|
Pubblicato su Politica Domani Num 14 - Maggio 2002
Islam ed Cristianesimo
Gesù nella tradizione islamica
Una nuova religione o un'eresia cristiana? Alberto Foresi La figura di Gesù, che con
la sua vita, il suo insegnamento e la tradizione da essi scaturita ha
segnato in modo indelebile la civiltà occidentale, costituisce
un punto di contatto con l'Islam, l'ultima religione monoteista, sorta
nella penisola arabica nel VII secolo e rapidamente diffusasi verso
il mondo mediterraneo, l'Europa e la nostra stessa nazione. Gesù,
proclamatosi e riconosciuto dai suoi fedeli quale figlio di Dio e Dio
egli stesso, è infatti presente anche nella religione islamica,
sia pur con fondamentali differenze nel modo di intendere la sua persona
e la sua dottrina, ed è forse stata questa presenza a impedire,
in età medievale, una realistica valutazione dell'Islam da parte
cristiana e ad indurre a considerare tale fenomeno non una nuova religione
bensì un'eresia cristiana.
Sebbene l'Islam riconosca in Cristo una natura esclusivamente umana,
negando così la consustanzialità con Dio Padre, la sua
figura presenta comunque delle particolarità.Egli nasce da Maria ma non da padre
umano: la fecondazione di Maria avviene in modo miracoloso ed è
l'arcangelo Gabriele, colui che rivelerà anche il Corano a Maometto,
ad annunziarle, nonostante la sua verginità, la prossima nascita
di Gesù (Corano, XIX, 16-22). Gesù stesso, subito dopo
il parto miracoloso, rivela subito agli uomini di essere un profeta
inviato da Dio (Corano, XIX, 30-32).

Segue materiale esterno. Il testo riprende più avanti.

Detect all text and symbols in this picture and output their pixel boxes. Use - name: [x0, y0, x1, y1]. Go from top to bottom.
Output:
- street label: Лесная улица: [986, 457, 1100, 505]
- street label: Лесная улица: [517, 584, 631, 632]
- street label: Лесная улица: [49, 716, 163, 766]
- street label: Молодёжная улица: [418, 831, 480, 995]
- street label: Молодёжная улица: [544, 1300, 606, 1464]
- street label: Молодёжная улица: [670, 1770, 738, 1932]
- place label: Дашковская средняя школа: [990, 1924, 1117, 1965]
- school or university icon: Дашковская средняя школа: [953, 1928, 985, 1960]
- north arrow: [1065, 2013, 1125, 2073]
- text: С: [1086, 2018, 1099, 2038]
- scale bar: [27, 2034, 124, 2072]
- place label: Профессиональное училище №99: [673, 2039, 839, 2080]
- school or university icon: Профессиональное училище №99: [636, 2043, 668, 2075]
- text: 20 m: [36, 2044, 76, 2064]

Taumaturgo, riformatore e profeta,
nel solco della tradizione biblica, è detto anche in altri passi
coranici allorché si narrano le miracolose guarigioni di un cieco
e di un lebbroso, la capacità di resuscitare i morti (Corano,
III, 49-50) e si annunzia la prossima venuta dello stesso Maometto (Corano,
LXI, 6).
Anche la morte di Gesù è presente nel Corano, sebbene
con profonde discordanze dalla tradizione evangelica: Gesù viene
condannato ingiustamente a morte da coloro che hanno violato il patto
con Dio e rinnegato i suoi Segni, ma Egli non muore in croce, dove muore
un sosia - "qualcuno fu reso ai loro occhi simile a Lui" (Corano,
IV, 157) - e fu invece innalzato da Dio a sé e, contemporaneamente,
quale punizione dell'empietà compiuta, vennero proibite ai Giudei
"cose buone che prima erano loro lecite" (Corano, IV, 160).

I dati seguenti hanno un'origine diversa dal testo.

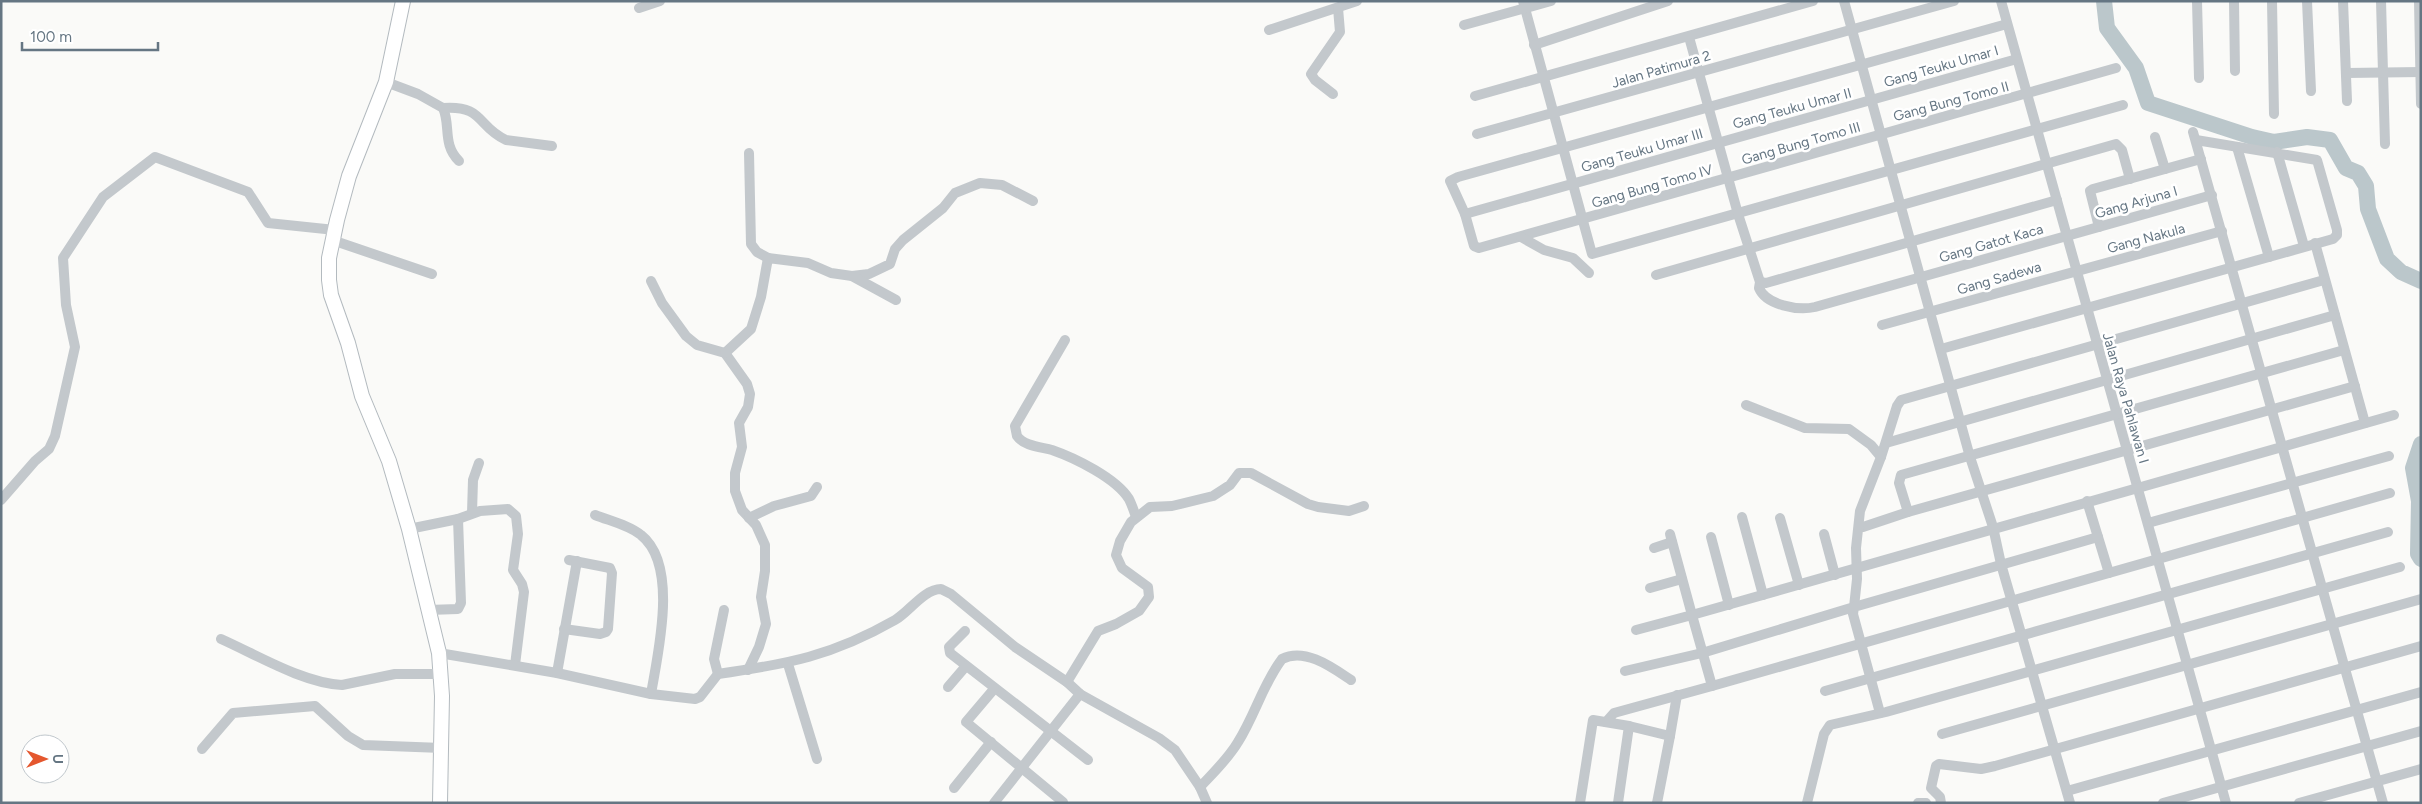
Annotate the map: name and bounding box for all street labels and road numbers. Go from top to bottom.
street label: Gang Teuku Umar I [1882,42,2000,91]
street label: Jalan Patimura 2 [1610,47,1713,92]
street label: Gang Bung Tomo II [1891,78,2011,125]
street label: Gang Teuku Umar II [1731,84,1853,133]
street label: Gang Bung Tomo III [1740,118,1863,169]
street label: Gang Teuku Umar III [1579,125,1705,176]
street label: Gang Bung Tomo IV [1590,161,1715,212]
street label: Gang Arjuna I [2093,183,2179,222]
street label: Gang Nakula [2105,220,2187,257]
street label: Gang Gatot Kaca [1937,221,2045,266]
street label: Gang Sadewa [1955,258,2043,299]
street label: Jalan Raya Pahlawan I [2099,331,2152,466]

La morte di Cristo ritorna anche in alcune sue biografie scritte in
ambiente islamico, in particolare nella Vita di Gesù di Tha'labi
(m. 1035), ove vengono riprese le principali tematiche già espresse
nel Corano, arricchite da nuovi aspetti prodigiosi e fantastici. Cristo
non muore crocefisso ma, al suo posto, come nel Corano, muore un sosia.

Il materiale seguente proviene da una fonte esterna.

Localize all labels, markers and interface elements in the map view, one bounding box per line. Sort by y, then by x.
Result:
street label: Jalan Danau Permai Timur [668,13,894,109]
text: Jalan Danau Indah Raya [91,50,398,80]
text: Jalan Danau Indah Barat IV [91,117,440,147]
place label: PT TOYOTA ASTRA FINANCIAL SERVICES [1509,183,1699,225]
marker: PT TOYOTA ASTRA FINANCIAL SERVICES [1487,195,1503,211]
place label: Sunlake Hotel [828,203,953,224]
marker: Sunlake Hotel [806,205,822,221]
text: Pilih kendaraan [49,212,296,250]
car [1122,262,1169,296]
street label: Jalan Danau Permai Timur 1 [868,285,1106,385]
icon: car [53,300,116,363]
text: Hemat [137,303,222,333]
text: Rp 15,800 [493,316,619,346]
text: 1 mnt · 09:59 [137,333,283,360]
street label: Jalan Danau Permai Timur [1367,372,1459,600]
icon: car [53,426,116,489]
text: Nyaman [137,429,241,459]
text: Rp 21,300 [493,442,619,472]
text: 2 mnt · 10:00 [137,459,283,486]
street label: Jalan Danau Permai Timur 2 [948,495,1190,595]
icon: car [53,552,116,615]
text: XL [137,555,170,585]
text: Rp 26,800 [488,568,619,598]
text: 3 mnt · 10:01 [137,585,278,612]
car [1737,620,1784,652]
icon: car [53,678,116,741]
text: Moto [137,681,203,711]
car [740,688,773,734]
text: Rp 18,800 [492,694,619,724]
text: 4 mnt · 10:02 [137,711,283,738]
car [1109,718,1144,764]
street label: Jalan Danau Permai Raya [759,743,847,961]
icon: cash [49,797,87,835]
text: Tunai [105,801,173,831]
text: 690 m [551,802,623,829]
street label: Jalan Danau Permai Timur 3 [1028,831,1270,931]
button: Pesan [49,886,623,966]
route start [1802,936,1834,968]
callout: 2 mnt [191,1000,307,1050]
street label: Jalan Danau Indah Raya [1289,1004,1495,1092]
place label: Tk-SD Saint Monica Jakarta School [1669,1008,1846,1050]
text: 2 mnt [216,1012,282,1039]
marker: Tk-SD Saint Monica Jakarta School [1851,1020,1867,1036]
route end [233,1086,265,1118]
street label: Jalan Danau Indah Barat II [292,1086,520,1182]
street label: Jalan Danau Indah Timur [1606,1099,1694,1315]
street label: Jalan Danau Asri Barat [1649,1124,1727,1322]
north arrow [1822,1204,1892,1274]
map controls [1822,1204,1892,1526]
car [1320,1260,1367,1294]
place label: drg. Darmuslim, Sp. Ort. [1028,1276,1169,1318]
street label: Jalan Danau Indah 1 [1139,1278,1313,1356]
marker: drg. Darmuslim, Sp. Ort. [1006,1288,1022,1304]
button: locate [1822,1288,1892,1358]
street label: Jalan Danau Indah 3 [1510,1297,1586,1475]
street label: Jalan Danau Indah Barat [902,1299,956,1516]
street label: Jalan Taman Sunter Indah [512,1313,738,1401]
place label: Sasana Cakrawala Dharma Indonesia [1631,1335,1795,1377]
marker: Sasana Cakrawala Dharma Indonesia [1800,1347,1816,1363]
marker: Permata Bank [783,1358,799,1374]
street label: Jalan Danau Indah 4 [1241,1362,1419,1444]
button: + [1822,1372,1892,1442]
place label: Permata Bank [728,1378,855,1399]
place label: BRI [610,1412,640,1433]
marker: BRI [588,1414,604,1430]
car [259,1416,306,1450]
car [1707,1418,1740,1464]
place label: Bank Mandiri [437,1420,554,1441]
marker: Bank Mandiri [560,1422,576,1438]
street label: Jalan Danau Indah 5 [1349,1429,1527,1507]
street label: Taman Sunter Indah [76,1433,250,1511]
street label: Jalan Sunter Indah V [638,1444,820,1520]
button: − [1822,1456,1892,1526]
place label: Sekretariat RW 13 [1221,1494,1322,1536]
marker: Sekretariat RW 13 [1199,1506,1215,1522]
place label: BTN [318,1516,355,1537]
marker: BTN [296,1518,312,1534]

Tuttavia, in questa biografia, le circostanze della crocifissione e
della sostituzione con un sosia si complicano. Gesù viene una
prima volta condannato da un gruppo di ebrei che, accusandolo di essere
un mago figlio di un mago e di una prostituta, si scagliano contro di
lui per ucciderlo. Dio, invocato da Gesù, mandò in suo
soccorso l'arcangelo Gabriele, e, contemporaneamente, rese un ebreo
d'aspetto simile a Gesù in modo che costui fosse scambiato per
lui e crocifisso al suo posto. Successivamente viene narrata l'ultima
cena, il suo rinnegamento da parte di Pietro e il successivo tradimento
di Giuda. Anche in questo caso, allorché si procedette alla sua
cattura e alla successiva esecuzione, non è Gesù a morire
in croce ma Giuda stesso, reso da Dio simile al Cristo e a lui sostituito.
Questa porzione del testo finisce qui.